View source on GitHub |
Sends grpc requests to profiler server to perform on-demand profiling.
tf.profiler.experimental.client.trace(
service_addr, logdir, duration_ms, worker_list='', num_tracing_attempts=3
)
This method will block caller thread until it receives tracing result. This method supports CPU, GPU, and Cloud TPU. This method supports profiling a single host for CPU, GPU, TPU, as well as multiple TPU workers. The profiled results will be saved to your specified TensorBoard log directory (e.g. the directory you save your model checkpoints). Use the TensorBoard profile plugin to view the visualization and analysis results.
Args | |
---|---|
service_addr
|
gRPC address of profiler service e.g. grpc://localhost:6009. |
logdir
|
Path of TensorBoard log directory e.g. /tmp/tb_log. |
duration_ms
|
Duration of tracing or monitoring in ms. |
worker_list
|
Optional. The list of workers that we are about to profile in the current session (TPU only). |
num_tracing_attempts
|
Optional.

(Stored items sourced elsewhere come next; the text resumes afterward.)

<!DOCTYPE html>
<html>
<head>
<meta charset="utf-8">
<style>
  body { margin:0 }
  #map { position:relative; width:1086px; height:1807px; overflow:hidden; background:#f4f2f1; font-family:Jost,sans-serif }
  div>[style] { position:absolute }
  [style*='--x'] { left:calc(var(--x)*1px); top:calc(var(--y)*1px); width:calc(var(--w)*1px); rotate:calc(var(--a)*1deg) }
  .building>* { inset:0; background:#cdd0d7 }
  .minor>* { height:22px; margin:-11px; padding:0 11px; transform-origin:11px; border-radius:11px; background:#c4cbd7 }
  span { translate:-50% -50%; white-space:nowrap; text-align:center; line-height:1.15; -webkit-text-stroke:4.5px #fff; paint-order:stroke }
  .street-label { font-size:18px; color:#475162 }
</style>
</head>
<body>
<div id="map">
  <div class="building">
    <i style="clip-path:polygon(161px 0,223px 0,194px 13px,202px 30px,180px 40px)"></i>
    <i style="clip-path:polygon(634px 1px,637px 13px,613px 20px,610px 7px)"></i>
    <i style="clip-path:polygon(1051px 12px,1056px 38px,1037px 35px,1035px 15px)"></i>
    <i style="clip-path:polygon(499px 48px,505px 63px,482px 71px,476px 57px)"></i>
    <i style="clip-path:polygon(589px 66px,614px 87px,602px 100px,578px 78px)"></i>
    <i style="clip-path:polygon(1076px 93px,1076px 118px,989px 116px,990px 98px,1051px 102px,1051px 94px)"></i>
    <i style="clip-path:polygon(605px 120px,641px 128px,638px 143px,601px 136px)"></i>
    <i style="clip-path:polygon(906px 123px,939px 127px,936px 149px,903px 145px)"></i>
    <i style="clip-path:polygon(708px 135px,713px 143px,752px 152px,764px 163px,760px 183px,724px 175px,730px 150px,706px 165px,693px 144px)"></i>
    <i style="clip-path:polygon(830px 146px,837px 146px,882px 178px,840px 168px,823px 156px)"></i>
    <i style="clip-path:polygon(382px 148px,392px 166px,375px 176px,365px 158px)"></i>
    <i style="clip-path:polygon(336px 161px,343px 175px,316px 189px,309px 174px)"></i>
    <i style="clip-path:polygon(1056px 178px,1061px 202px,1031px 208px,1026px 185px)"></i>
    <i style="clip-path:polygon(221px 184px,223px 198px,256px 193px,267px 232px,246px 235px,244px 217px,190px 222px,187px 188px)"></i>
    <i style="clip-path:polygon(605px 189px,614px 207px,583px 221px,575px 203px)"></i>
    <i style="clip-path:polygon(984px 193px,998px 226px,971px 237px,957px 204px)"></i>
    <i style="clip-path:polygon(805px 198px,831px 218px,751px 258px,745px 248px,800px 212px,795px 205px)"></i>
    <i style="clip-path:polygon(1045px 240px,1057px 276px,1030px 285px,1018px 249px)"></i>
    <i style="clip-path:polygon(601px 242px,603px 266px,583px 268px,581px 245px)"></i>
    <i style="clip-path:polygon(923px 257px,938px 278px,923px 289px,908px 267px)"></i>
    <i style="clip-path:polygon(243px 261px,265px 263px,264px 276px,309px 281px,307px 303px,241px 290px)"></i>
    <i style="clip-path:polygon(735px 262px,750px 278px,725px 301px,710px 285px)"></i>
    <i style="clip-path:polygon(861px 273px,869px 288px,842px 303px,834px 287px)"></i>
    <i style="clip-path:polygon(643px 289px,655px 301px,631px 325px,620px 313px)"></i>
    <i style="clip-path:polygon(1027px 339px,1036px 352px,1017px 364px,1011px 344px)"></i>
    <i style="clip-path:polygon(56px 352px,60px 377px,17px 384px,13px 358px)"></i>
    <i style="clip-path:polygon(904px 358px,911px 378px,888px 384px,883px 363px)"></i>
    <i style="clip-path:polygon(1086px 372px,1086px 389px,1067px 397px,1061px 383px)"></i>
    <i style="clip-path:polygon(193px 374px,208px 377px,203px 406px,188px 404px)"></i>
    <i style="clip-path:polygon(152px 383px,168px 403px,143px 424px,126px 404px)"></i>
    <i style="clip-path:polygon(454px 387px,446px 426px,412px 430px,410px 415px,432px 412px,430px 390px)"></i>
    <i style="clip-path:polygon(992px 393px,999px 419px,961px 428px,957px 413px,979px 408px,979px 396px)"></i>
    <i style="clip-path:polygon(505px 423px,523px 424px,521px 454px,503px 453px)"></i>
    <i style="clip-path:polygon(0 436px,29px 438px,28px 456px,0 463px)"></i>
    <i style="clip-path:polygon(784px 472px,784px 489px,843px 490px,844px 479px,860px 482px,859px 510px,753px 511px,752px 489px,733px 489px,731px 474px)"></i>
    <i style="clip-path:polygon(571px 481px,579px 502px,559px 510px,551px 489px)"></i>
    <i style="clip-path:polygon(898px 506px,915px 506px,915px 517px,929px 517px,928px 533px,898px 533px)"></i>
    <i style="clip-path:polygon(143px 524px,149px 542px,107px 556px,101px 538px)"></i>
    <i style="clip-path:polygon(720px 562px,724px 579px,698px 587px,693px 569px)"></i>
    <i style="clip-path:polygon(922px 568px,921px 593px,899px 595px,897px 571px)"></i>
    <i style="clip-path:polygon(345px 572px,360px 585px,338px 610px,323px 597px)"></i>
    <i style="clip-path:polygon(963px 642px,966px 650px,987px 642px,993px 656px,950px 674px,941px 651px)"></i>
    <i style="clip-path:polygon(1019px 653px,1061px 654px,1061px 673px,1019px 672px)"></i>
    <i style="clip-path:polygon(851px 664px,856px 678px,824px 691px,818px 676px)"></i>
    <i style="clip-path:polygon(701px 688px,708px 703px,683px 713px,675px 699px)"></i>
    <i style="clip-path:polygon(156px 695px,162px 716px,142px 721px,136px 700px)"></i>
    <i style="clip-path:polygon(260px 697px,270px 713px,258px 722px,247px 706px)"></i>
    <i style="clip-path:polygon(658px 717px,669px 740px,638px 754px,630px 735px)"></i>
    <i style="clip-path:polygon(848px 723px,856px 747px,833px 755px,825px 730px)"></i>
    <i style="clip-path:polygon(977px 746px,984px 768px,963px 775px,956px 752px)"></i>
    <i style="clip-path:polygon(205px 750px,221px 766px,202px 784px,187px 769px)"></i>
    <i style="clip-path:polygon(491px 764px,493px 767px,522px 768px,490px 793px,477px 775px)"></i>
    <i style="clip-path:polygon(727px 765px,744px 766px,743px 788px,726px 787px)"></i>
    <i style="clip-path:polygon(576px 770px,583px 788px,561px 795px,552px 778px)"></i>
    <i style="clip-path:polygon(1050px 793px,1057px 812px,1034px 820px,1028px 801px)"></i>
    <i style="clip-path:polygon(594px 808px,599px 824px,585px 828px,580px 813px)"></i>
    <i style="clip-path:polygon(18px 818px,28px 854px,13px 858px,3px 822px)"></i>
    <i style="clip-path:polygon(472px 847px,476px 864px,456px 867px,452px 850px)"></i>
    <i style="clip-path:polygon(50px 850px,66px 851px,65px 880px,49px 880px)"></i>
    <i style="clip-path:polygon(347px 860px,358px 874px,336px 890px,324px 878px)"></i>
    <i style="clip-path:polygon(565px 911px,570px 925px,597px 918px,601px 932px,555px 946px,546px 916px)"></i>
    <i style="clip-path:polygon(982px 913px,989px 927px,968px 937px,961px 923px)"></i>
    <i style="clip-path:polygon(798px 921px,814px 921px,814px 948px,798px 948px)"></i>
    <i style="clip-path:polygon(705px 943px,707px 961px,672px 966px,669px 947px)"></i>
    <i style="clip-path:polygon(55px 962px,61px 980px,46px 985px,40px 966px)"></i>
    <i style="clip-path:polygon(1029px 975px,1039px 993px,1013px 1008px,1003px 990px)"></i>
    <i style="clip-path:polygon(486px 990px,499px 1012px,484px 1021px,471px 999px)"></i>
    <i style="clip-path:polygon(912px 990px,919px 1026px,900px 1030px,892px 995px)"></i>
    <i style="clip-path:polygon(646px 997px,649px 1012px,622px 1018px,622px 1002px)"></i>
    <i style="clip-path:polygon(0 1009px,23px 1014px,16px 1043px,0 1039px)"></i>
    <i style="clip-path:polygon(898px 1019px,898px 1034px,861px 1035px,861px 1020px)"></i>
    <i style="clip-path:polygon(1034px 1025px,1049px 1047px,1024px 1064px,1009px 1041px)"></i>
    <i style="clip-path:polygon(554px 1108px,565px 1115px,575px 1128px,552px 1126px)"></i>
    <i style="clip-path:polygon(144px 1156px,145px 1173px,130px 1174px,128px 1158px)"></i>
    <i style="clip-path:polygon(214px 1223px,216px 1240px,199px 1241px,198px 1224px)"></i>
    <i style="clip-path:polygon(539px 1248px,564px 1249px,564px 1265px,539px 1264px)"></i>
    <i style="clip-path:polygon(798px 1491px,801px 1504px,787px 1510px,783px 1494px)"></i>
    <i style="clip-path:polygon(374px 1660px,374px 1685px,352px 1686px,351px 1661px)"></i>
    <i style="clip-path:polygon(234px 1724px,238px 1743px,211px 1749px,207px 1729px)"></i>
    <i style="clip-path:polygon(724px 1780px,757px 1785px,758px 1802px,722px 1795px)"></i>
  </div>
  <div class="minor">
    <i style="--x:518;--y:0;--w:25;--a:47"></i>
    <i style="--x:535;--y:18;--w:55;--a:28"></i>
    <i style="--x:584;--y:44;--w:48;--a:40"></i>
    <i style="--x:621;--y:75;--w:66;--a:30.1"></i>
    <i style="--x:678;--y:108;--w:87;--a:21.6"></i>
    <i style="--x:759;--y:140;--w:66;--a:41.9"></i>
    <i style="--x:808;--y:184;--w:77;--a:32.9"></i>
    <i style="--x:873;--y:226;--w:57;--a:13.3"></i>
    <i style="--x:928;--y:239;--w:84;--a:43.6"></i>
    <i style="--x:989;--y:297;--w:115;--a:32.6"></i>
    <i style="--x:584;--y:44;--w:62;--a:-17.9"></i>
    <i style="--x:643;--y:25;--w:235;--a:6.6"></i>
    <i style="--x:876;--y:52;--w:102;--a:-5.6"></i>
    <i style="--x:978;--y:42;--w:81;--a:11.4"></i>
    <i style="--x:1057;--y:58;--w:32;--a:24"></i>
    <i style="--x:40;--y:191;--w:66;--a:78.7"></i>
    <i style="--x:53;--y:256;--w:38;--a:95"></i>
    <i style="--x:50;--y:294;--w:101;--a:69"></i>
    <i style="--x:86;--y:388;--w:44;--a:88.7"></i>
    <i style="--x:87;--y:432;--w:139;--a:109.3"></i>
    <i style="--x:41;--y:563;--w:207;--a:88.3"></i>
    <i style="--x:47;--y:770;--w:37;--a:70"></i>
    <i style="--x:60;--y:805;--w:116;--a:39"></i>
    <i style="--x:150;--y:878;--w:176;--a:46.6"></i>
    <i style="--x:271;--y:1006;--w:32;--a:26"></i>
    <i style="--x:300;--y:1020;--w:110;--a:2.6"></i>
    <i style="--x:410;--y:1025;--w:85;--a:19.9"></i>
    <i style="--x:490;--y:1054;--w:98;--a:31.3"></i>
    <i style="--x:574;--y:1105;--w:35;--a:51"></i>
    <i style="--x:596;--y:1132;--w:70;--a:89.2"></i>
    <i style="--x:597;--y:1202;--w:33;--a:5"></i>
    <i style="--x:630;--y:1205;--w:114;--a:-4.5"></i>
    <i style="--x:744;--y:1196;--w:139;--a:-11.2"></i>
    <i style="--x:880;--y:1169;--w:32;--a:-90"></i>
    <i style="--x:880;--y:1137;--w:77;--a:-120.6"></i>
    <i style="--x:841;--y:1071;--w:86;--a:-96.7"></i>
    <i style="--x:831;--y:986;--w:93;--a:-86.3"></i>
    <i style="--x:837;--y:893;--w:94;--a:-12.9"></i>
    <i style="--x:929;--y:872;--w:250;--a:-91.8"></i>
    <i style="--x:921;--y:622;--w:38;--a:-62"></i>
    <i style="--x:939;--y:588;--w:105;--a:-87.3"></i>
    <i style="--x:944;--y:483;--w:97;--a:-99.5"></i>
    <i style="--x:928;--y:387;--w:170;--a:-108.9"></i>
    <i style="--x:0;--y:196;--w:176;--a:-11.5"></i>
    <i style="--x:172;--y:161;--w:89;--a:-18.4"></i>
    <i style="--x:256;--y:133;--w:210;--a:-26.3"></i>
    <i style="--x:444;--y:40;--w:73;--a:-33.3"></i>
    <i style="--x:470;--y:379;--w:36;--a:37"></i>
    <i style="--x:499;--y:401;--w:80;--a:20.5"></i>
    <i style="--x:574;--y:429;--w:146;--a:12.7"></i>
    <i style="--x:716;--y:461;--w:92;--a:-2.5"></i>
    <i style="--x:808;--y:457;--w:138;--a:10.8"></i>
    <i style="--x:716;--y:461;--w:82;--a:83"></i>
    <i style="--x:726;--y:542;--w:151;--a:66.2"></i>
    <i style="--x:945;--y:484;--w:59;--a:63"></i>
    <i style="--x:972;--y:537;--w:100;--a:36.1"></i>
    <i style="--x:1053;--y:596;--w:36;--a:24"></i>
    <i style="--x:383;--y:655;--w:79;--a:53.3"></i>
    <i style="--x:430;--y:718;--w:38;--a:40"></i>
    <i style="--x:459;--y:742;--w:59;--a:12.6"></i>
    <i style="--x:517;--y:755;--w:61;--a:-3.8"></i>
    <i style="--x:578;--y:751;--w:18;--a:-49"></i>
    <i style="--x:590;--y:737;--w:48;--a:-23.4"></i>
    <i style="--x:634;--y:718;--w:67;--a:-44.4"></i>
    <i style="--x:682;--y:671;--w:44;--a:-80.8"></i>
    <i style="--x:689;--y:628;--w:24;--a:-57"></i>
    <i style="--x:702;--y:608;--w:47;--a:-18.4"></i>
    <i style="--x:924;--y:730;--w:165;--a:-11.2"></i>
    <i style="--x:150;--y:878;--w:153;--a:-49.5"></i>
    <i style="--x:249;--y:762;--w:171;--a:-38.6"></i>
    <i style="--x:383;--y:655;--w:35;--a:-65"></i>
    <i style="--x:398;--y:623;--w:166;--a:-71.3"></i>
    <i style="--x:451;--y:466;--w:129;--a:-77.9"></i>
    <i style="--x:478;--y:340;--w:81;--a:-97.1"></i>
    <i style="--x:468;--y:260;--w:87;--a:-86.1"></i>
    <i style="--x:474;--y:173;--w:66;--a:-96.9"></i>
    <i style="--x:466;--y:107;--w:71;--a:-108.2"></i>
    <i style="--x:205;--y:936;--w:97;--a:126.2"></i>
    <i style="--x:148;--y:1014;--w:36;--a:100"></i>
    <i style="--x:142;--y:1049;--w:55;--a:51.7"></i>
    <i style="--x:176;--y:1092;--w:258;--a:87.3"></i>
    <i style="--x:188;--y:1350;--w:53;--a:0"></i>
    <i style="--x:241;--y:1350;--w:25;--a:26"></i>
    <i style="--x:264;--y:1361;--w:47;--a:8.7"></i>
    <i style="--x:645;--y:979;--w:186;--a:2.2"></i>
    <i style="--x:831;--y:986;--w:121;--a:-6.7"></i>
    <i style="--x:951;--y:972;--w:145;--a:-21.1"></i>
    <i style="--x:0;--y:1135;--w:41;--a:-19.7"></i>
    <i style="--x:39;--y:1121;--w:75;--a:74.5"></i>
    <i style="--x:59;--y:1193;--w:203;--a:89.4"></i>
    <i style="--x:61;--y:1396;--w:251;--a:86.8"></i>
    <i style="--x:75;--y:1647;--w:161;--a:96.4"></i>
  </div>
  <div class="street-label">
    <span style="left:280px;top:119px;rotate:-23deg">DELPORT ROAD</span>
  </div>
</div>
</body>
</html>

Automatically retry N times when no trace event is collected (default 3). |
Raises | |
---|---|
UnavailableError
|
If no trace event is collected. |
Example usage (CPU/GPU):
Start a profiler server before your model runs.
tf.profiler.experimental.server.start(6009)
# your model code.
# Send gRPC request to the profiler server to collect a trace of your model.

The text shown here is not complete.